Saved entries:
=-=-=
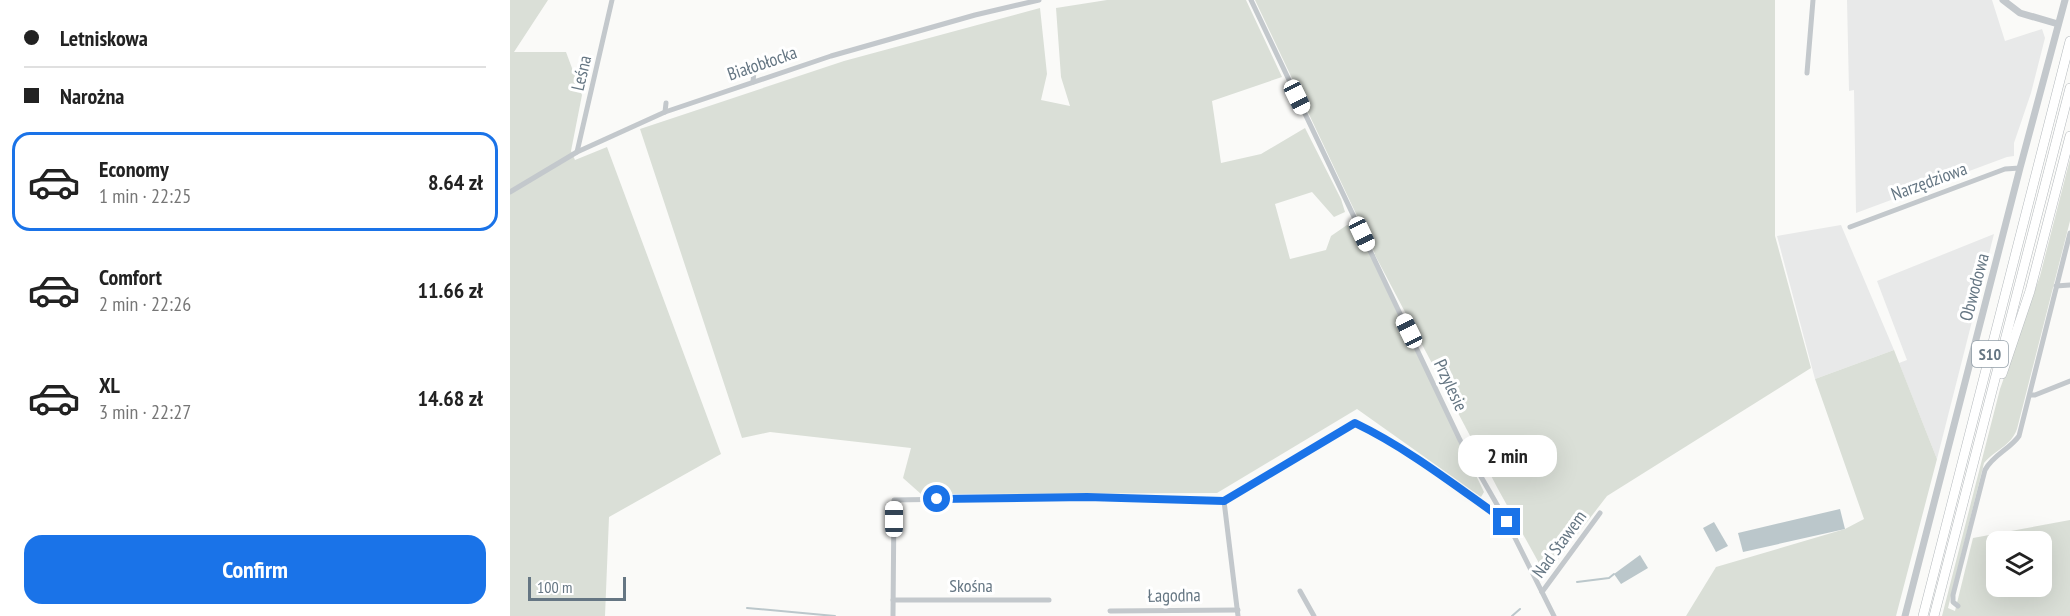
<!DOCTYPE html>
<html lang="en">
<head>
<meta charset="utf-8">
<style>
  :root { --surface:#fff; --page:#f2f2f2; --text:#222; --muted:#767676; --line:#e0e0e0; --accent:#1a73e8 }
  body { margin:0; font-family:"PT Sans Narrow",sans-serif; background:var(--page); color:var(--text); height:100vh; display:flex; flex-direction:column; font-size:22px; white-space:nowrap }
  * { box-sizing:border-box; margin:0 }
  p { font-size:20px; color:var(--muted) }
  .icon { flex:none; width:33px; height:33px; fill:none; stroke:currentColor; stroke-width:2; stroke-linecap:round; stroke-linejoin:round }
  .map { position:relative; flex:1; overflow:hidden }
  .drawer { display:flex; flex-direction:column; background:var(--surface); width:510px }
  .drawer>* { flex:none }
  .top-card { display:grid; align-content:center; height:132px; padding:0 24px; background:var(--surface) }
  .tools { position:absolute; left:1476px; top:531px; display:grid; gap:12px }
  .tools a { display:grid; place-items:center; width:66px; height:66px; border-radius:12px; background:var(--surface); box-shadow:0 6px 24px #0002; font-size:30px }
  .scale { position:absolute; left:18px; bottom:15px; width:98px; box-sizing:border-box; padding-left:6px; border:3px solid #657683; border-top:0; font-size:16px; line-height:21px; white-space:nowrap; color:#657683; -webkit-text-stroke:4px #fff; paint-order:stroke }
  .end { position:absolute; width:27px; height:27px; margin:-14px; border:8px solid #1a73e8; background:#fff; box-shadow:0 0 0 3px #fff }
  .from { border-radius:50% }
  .bubble { position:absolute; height:42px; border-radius:18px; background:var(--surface); box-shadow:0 6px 24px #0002; font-size:20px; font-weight:600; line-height:42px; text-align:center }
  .car { position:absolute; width:18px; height:36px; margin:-18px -9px; border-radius:8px; box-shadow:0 0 4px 2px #0007; background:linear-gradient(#fff 24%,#345 0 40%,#fff 0 76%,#345 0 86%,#fff 0) }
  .top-card b { display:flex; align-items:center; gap:21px; height:57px; font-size:22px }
  .top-card b+b { border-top:2px solid var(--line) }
  .top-card i { width:15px; height:15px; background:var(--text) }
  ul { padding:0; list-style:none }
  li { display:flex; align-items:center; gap:18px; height:99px; margin:0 12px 9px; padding:0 12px; border:3px solid transparent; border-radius:18px }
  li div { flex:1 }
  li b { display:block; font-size:22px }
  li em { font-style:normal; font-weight:600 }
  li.current { border-color:var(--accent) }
  li>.icon { width:54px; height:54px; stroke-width:1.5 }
  .action { display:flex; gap:12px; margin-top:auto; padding:12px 24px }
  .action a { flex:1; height:69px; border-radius:18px; background:var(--accent); color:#fff; font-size:24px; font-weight:600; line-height:69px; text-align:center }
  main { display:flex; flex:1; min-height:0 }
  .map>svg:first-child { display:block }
</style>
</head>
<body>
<main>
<section class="drawer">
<div class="top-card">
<b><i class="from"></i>Letniskowa</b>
<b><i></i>Narożna</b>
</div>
<ul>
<li class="current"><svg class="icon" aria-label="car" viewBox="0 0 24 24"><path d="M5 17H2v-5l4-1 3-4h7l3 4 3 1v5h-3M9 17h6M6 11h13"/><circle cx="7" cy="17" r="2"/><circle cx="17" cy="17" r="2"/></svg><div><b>Economy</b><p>1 min · 22:25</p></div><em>8.64 zł</em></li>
<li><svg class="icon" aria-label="car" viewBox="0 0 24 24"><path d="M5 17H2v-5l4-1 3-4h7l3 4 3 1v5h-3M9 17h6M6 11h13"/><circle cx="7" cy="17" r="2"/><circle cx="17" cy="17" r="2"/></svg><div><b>Comfort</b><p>2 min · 22:26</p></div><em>11.66 zł</em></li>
<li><svg class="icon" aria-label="car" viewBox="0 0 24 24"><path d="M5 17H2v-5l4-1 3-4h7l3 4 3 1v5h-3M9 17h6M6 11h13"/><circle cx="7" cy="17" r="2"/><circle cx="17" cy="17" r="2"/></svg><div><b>XL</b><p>3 min · 22:27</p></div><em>14.68 zł</em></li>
</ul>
<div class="action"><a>Confirm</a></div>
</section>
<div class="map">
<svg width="1560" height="616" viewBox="0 0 1560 616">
  <rect width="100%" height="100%" fill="#fafaf8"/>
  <g fill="#e8e9e9">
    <polygon points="1337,0 1482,0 1495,41 1532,29 1535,38 1521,93 1504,143 1504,156 1497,157 1346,213 1344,90 1339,91"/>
    <polygon points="1331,225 1384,350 1305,379 1267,236"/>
    <polygon points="1484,234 1458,337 1427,459 1389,363 1397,360 1367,281"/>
  </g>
  <g fill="#dadfd7" fill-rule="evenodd">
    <polygon points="0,0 38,0 4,52 56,52 72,95 61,151 65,160 97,147 211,454 99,517 95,616 0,616"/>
    <polygon points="597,0 736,0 772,77 702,101 711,163 751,154 795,128 831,199 835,212 824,217 802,192 765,204 780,259 816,250 821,236 837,225 845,226 861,256 865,254 745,0 1265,0 1265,236 1301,368 1097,496 1040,570 1030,565 988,489 865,255 861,257 974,492 971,497 847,409 707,493 411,494 393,478 401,448 260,432 232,438 130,129 334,61 530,8 537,74 531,100 560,106 551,77 546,8"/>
    <path d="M 1560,159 L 1560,221 L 1507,429 C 1501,446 1485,450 1474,463 L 1438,608 L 1445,611 L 1463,538 L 1560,520 L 1560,616 L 1432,616 L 1490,389 L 1530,276 ZM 1486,542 L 1532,542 L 1532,586 L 1486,586 Z"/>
    <polygon points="1384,350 1427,459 1386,616 1176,616 1206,567 1335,529 1354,519 1305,379"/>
  </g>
  <g fill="#bbc7cb">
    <polygon points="1330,509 1335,529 1233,552 1228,533"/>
    <polygon points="1204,522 1218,546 1206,552 1193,528"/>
    <polygon points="1130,555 1138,568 1111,584 1104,574"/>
  </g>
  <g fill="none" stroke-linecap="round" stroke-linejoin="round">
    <g stroke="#bbc7cb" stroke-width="2">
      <polyline points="1067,582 1099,578 1104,574"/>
      <polyline points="237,608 325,616"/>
      <polyline points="1002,616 1010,609"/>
    </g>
    <defs>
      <g id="motorway">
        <polyline points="1492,374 1520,291 1560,136"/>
        <polyline points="1413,616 1560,41"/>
        <polyline points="1424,616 1560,88"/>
      </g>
    </defs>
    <use href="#motorway" stroke="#b4b9bd" stroke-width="10"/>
    <g stroke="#c3c8cc" stroke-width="5">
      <polyline points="741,0 950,440 997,522 1044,616"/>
      <polyline points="1297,73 1303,0"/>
      <polyline points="243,82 244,71"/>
      <polyline points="155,112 156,103"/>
      <polyline points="67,152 102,0"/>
      <polyline points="0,192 67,152 155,112 321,56 465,15 529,0"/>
      <polyline points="1340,227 1495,169 1510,168"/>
      <polyline points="1546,286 1560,285"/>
      <polyline points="1520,395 1525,395 1560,381"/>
      <path d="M 714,501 L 845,423 C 899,449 947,486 995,521"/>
      <polyline points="714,501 728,616"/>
      <polyline points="790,591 804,616"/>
      <polyline points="1032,592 1090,513"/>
      <polyline points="383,600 539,600"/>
      <path d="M 1448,606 L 1443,602 L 1443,595 L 1475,470 C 1483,455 1500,449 1509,436 L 1560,233"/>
      <polyline points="600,611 728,610"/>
      <polyline points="383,616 384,500 577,497 714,501"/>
    </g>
    <g stroke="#c3c8cc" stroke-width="7">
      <polyline points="1493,0 1510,13 1548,24"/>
      <polyline points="1395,616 1510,168 1555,0"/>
    </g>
    <use href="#motorway" stroke="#fff" stroke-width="9"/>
  </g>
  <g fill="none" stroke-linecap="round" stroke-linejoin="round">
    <path stroke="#1a73e8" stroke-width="8" d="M 427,499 L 577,497 L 714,501 L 845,423 C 899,449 947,487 997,522"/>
  </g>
  <g text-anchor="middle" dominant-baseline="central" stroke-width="6" stroke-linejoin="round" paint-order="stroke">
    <rect fill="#fff" stroke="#939fa8" stroke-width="1.5" x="1462" y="341" width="36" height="26" rx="4.5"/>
    <g font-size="16" font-weight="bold" fill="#657683">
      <text x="1480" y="354">S10</text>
    </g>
    <g font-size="18" fill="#657683" stroke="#fff">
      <text transform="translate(252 63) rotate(-19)">Białobłocka</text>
      <text transform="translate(71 73) rotate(-77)">Leśna</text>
      <text transform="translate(1419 181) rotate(-20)">Narzędziowa</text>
      <text transform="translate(1464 287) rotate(-75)">Obwodowa</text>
      <text transform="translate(941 385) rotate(65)">Przylesie</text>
      <text transform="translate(1049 544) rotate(-54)">Nad Stawem</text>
      <text x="461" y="585">Skośna</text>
      <text transform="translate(664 595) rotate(-1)">Łagodna</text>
    </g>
  </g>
</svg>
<div class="tools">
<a><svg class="icon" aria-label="layers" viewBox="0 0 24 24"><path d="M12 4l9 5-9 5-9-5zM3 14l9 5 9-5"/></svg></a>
</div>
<div class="scale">100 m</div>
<i class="end from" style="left:427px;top:499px"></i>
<i class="end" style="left:997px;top:522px"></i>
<div class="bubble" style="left:948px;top:435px;width:99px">2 min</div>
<i class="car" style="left:787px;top:97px;rotate:154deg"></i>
<i class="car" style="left:852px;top:234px;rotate:155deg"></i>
<i class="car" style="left:899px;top:331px;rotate:334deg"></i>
<i class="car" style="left:384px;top:519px;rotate:0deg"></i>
</div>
</main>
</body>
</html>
=-=-=
> **Your assignment**
Search the data above for the string "column" and report each line that holds it.

> **Task response**
  body { margin:0; font-family:"PT Sans Narrow",sans-serif; background:var(--page); color:var(--text); height:100vh; display:flex; flex-direction:column; font-size:22px; white-space:nowrap }
  .drawer { display:flex; flex-direction:column; background:var(--surface); width:510px }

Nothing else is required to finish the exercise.